TLDR Summary: How Apache access logs can be sent directly to a remote syslog server (such as Papertrail) using a single CustomLog directive in httpd.conf. By combining Apache’s piped logging feature with netcat (nc), Apache formats each access log entry as a syslog message and streams it over UDP without needing rsyslog, syslog‑ng, or an agent. The approach supports custom host and program names, works in global or VirtualHost configs, and can be adapted to other daemons that can log to a pipe. An alternative using the logger command is also mentioned.
Papertrail supports the remote syslog protocol, so it accepts Web server access logs from rsyslog, syslog-ng, the tiny remote_syslog log file to remote syslog daemon, and other senders.
In that “other senders” category, here’s an elegant hack to have Apache transmit access logs directly to a remote syslog server, using a one-line httpd.conf change.

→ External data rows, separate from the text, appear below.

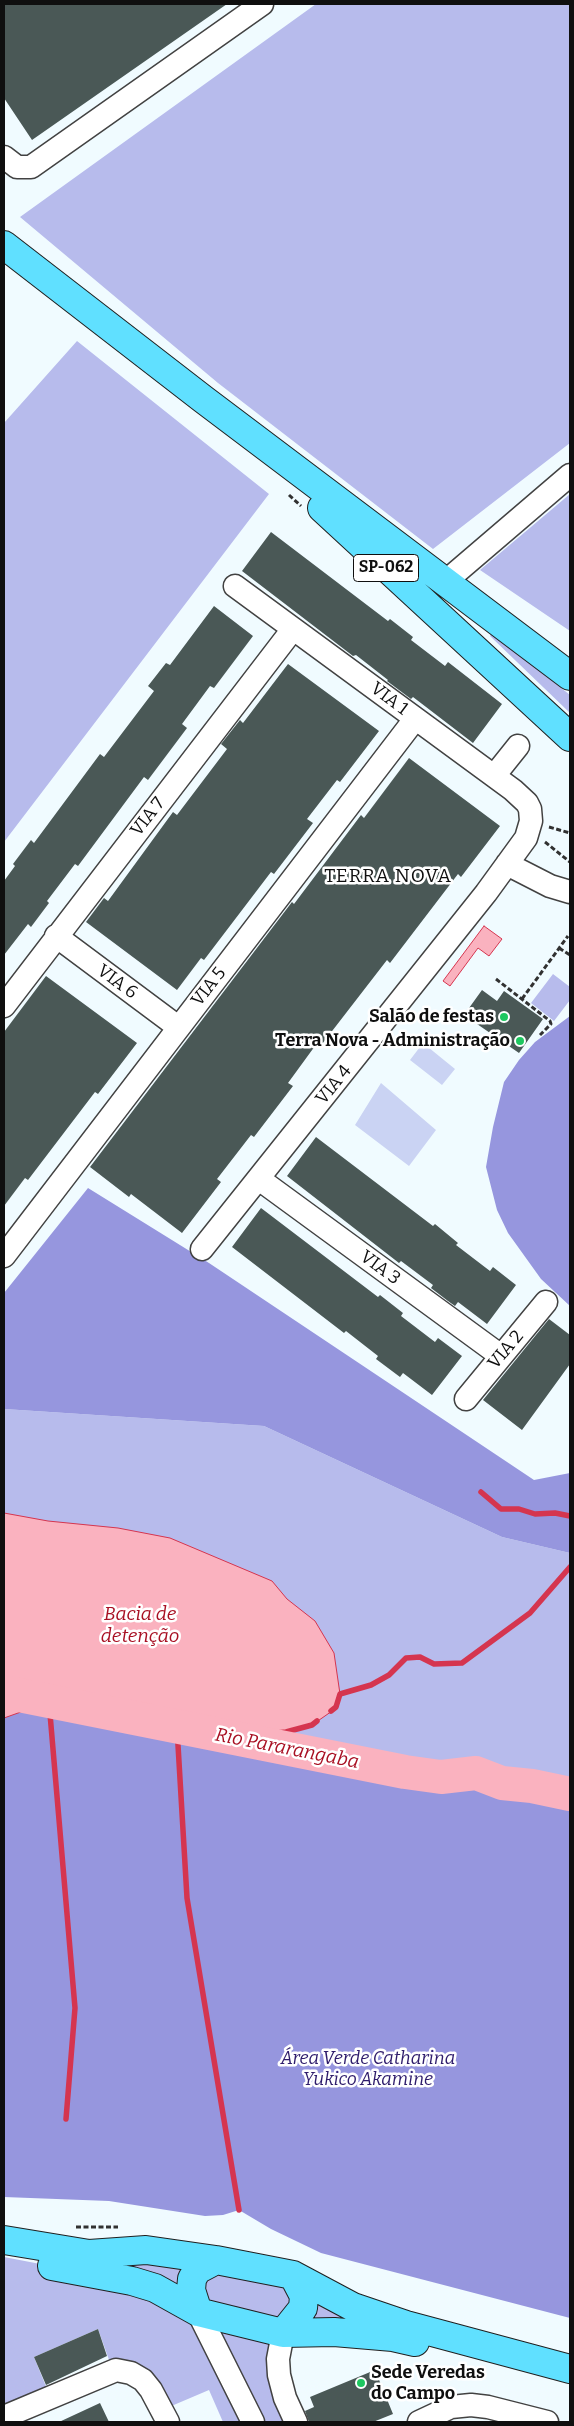 <!DOCTYPE html>
<html>
<head>
<meta charset="utf-8">
<style>
	body { margin:0 }
	#map { position:relative; width:574px; height:2426px; overflow:hidden; background:#f0fbff; font-family:Bitter,serif }
	canvas { display:block }
	.frame { position:absolute; inset:0; border:5px solid #0f0f0f; pointer-events:none }
</style>
</head>
<body>
<div id="map">
<canvas width="574" height="2426"></canvas>
<div class="frame"></div>
</div>
<script>
const c = document.querySelector('canvas').getContext('2d');
c.lineJoin = 'round';
function fillPath(path, color) {
  c.fillStyle = color;
  c.fill(path, 'evenodd');
}
function shape(rows) {
  const path = new Path2D();
  for (const r of rows) {
    path.moveTo(r[0], r[1]);
    for (let i = 2; i < r.length; i += 2) path.lineTo(r[i], r[i + 1]);
  }
  return path;
}
function stroke(path, color, width, dash) {
  c.strokeStyle = color;
  c.lineWidth = width;
  c.lineCap = dash ? 'butt' : 'round';
  c.setLineDash(dash || []);
  c.stroke(path);
}
function drawText(font, color, halo, rows, align = 'center') {
  c.font = font + ' Bitter,serif';
  c.lineWidth = 5;
  c.setLineDash([]);
  c.textBaseline = 'middle';
  c.strokeStyle = halo;
  c.fillStyle = color;
  for (const [text, x, y, turn = 0] of rows) {
    c.save();
    c.translate(x, y);
    c.rotate((+turn || 0) * Math.PI / 180);
    c.textAlign = isNaN(turn) ? turn : align;
    if (halo) c.strokeText(text, 0, 0);
    c.fillText(text, 0, 0);
    c.restore();
  }
}
const green = shape([
	[316,4,570,4,570,443,433,549,218,383,20,217],
	[77,341,269,494,4,842,4,423],
	[570,494,570,631,480,570],
	[492,633,570,695,570,713,490,636],
	[553,974,570,987,570,1000,554,1021,531,1003],
	[4,1409,264,1426,502,1537,570,1553,570,1794,532,1786,502,1783,476,1773,441,1777,405,1772,4,1692],
	[4,2257,87,2273,86,2258,293,2275,373,2324,283,2333,296,2422,223,2422,209,2390,162,2410,151,2390,113,2371,98,2329,34,2357,47,2389,4,2406]
]);
const forest = shape([
	[570,1016,570,1306,541,1279,508,1233,497,1210,486,1167,493,1127,504,1082,519,1060,535,1042],
	[88,1188,209,1263,534,1480,570,1473,570,1553,502,1537,264,1426,4,1409,4,1293],
	[4,1694,405,1772,441,1777,476,1773,502,1783,570,1793,570,2318,321,2253,271,2229,239,2210,223,2215,205,2216,109,2201,4,2197]
]);
const pitch = shape([
	[423,1043,455,1069,442,1085,410,1060],
	[381,1083,436,1130,409,1166,355,1125]
]);
const water = shape([
	[484,926,502,939,489,956,478,948,450,986,443,981,484,926],
	[4,1513,48,1521,118,1528,170,1538,272,1581,287,1599,315,1621,334,1653,340,1694,335,1709,312,1725,286,1732,226,1738,49,1702,4,1718,4,1513]
]);
const stream = shape([
	[481,1492,501,1509,519,1509,535,1514,555,1513,570,1516],
	[49,1702,75,2008,66,2119],
	[331,1711,336,1707,340,1694,371,1685,389,1675,406,1658,420,1657,434,1664,462,1663,530,1613,570,1567],
	[177,1728,187,1898,239,2210],
	[226,1738,286,1732,312,1725,317,1721]
]);
const river = shape([
	[4,1692,405,1772,441,1777,476,1773,502,1783,532,1786,570,1794]
]);
const building = shape([
	[4,4,227,4,32,140,4,98],
	[271,532,388,621,390,619,413,637,411,640,445,666,448,662,502,704,473,743,413,697,411,699,387,681,388,680,356,655,353,656,242,571],
	[214,606,253,636,214,688,210,686,182,724,187,728,148,780,144,777,78,866,75,864,47,901,49,903,31,927,28,924,4,955,4,881,15,866,13,864,31,840,34,843,100,754,104,757,154,691,148,686,166,663,170,665],
	[288,664,379,731,340,782,337,780,307,819,313,823,274,874,271,872,204,960,201,958,177,990,86,922,104,898,108,901,173,812,177,815,227,749,221,744,240,720,243,723],
	[409,758,500,826,461,877,458,874,390,963,387,960,319,1048,315,1046,288,1083,293,1086,254,1137,251,1135,217,1179,221,1182,182,1233,131,1194,129,1197,90,1167,292,902,294,904,361,815,364,818],
	[46,976,137,1043,98,1094,95,1092,28,1180,25,1178,4,1206,4,1032],
	[482,990,497,1001,504,991,543,1019,519,1053,464,1015],
	[316,1137,433,1226,435,1224,458,1243,456,1245,490,1271,493,1267,516,1285,487,1324,458,1302,455,1306,448,1301,431,1288,433,1285,401,1261,399,1263,287,1176],
	[261,1208,378,1297,380,1295,403,1313,401,1316,435,1342,438,1338,462,1356,432,1395,403,1373,400,1377,376,1359,378,1356,346,1331,344,1333,232,1247],
	[549,1319,570,1335,570,1364,522,1430,483,1400],
	[98,2329,107,2356,46,2385,34,2357],
	[375,2370,393,2414,373,2422,309,2422,305,2411,314,2407,310,2397],
	[100,2403,109,2422,59,2422]
]);
const path = shape([
	[289,495,301,506],
	[549,827,570,833],
	[545,842,570,862],
	[559,948,570,955],
	[496,979,550,1021,551,1024,540,1035],
	[522,999,568,936],
	[76,2227,118,2227]
]);
const minor = shape([
	[4,157,17,167,31,167,262,4],
	[445,582,570,475],
	[494,776,518,746],
	[507,864,550,886,570,892],
	[56,936,178,1027],
	[4,1006,293,629],
	[259,1179,501,1356],
	[202,1249,486,893,526,838,531,821,530,809,527,803,513,790,235,586],
	[4,1256,415,719],
	[466,1399,546,1302],
	[198,2312,253,2422],
	[283,2333,278,2359,279,2375,285,2398,296,2422],
	[4,2417,116,2370,131,2373,143,2380,151,2390,168,2422],
	[419,2422,451,2407,471,2405,488,2407,547,2422]
]);
const major = shape([
	[4,245,203,399,570,676],
	[322,508,570,737],
	[4,2240,89,2254,146,2250,216,2260,293,2275,353,2307,406,2325,570,2369],
	[52,2266,132,2281,155,2288,198,2312,283,2333,334,2332,393,2337,415,2342],
	[198,2312,191,2290,192,2279,197,2270,216,2260],
	[283,2333,303,2308,304,2296,293,2275]
]);
const markers = [
	[504,1017,5,"#1ec760"],
	[520,1041,5,"#1ec760"],
	[361,2383,5,"#1ec760"]
];
const shields = [
	[386,568,65]
];
const shieldNames = [
	["SP-062",386,568]
];
const streetNames = [
	["VIA 1",389,699,37],
	["VIA 7",148,817,-52],
	["VIA 6",117,982,36],
	["VIA 5",209,987,-52],
	["VIA 4",334,1085,-51],
	["VIA 3",380,1268,36],
	["VIA 2",506,1350,-50]
];
const poiNames = [
	["Salão de festas",494,1017],
	["Terra Nova - Administração",510,1041],
	["Sede Veredas",371,2373,"left"],
	["do Campo",371,2394,"left"]
];
const parkNames = [
	["Área Verde Catharina",368,2059],
	["Yukico Akamine",368,2080]
];
const neighbourhoodNames = [
	["TERRA NOVA",388,877]
];
const waterNames = [
	["Bacia de",140,1615],
	["detenção",140,1637],
	["Rio Pararangaba",287,1749,11]
];
fillPath(green, '#b7bbec');
fillPath(forest, '#9696de');
fillPath(pitch, '#cad3f3');
fillPath(water, '#fab2bf');
stroke(water, '#d5354f', 1);
stroke(stream, '#d5354f', 5.5);
stroke(river, '#fab2bf', 34);
fillPath(building, '#4a5856');
stroke(minor, '#424242', 25);
stroke(major, '#202020', 30);
stroke(path, '#313131', 3, [5, 2.5]);
stroke(minor, '#fff', 22);
stroke(major, '#60e0ff', 28);
for (const [x, y, r, color] of markers) {
  const dot = new Path2D();
  dot.arc(x, y, r, 0, 2 * Math.PI);
  c.fillStyle = color;
  c.fill(dot);
  stroke(dot, '#fff', 2);
}
for (const [x, y, w] of shields) {
  const box = new Path2D();
  box.roundRect(x - w / 2, y - 13.5, w, 27, 4);
  c.fillStyle = '#fff';
  c.fill(box);
  stroke(box, '#0f0f0f', 1);
}
drawText('bold 16px', '#0f0f0f', null, shieldNames);
drawText('18px', '#0f0f0f', '#fff', streetNames);
drawText('bold 18px', '#0f0f0f', '#fff', poiNames, 'right');
drawText('italic 18px', '#2d1b6b', '#fff', parkNames);
c.letterSpacing = '1px';
drawText('19px', '#0f0f0f', '#fff', neighbourhoodNames);
c.letterSpacing = '0px';
drawText('italic 19px', '#a81023', '#fff', waterNames);
</script>
</body>
</html>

To transmit with the hostname “www1” and the program name “apache”, add this line:
CustomLog '|nc -u logs.papertrailapp.com 1111' '<134>%{%b %d %X}t www1 apache %h %l %u %t '%r'%>s %b '%{Referer}i' '%{User-agent}i''
Note: For Apache 2.4.x, add a $ sign before the nc command. Use the line below:
CustomLog '|$nc -u logs.papertrailapp.com 1111' '<134>%{%b %d %X}t www1 apache %h %l %u %t '%r'%>s %b '%{Referer}i' '%{User-agent}i''
This combines netcat, Apache’s CustomLog configuration directive, and Apache’s piped logs feature (which will even restart nc if it crashes). Apache outputs a syslog-framed message to a pipe and nc does the rest. The <134> is the syslog’s priority identifier for facility local0, severity info. That’s followed by the syslog timestamp, system name, and program name.
Everything after “apache” is format specifiers to generate the standard combined log format. The format can be customized. The CustomLog directive works globally and can be used in VirtualHost stanzas.
The reference example is:
CustomLog '|nc -u <destination hostname> <destination port>' '<134>%{%b %d %X}t <system hostname> <program name> %h %l %u %t '%r'%>s %b '%{Referer}i' '%{aUser-agent}i''
This would work for any daemons which can output to a pipe, don’t block on the output (or automatically restart the pipe program, as Apache does), and support a user-supplied template for message formatting. It’s also possible to CustomLog to pipe to the “logger” program (instead of netcat), like this:
CustomLog '|logger -t httpd -p local1.info'
.. and then use your existing syslog daemon to transmit those to Papertrail.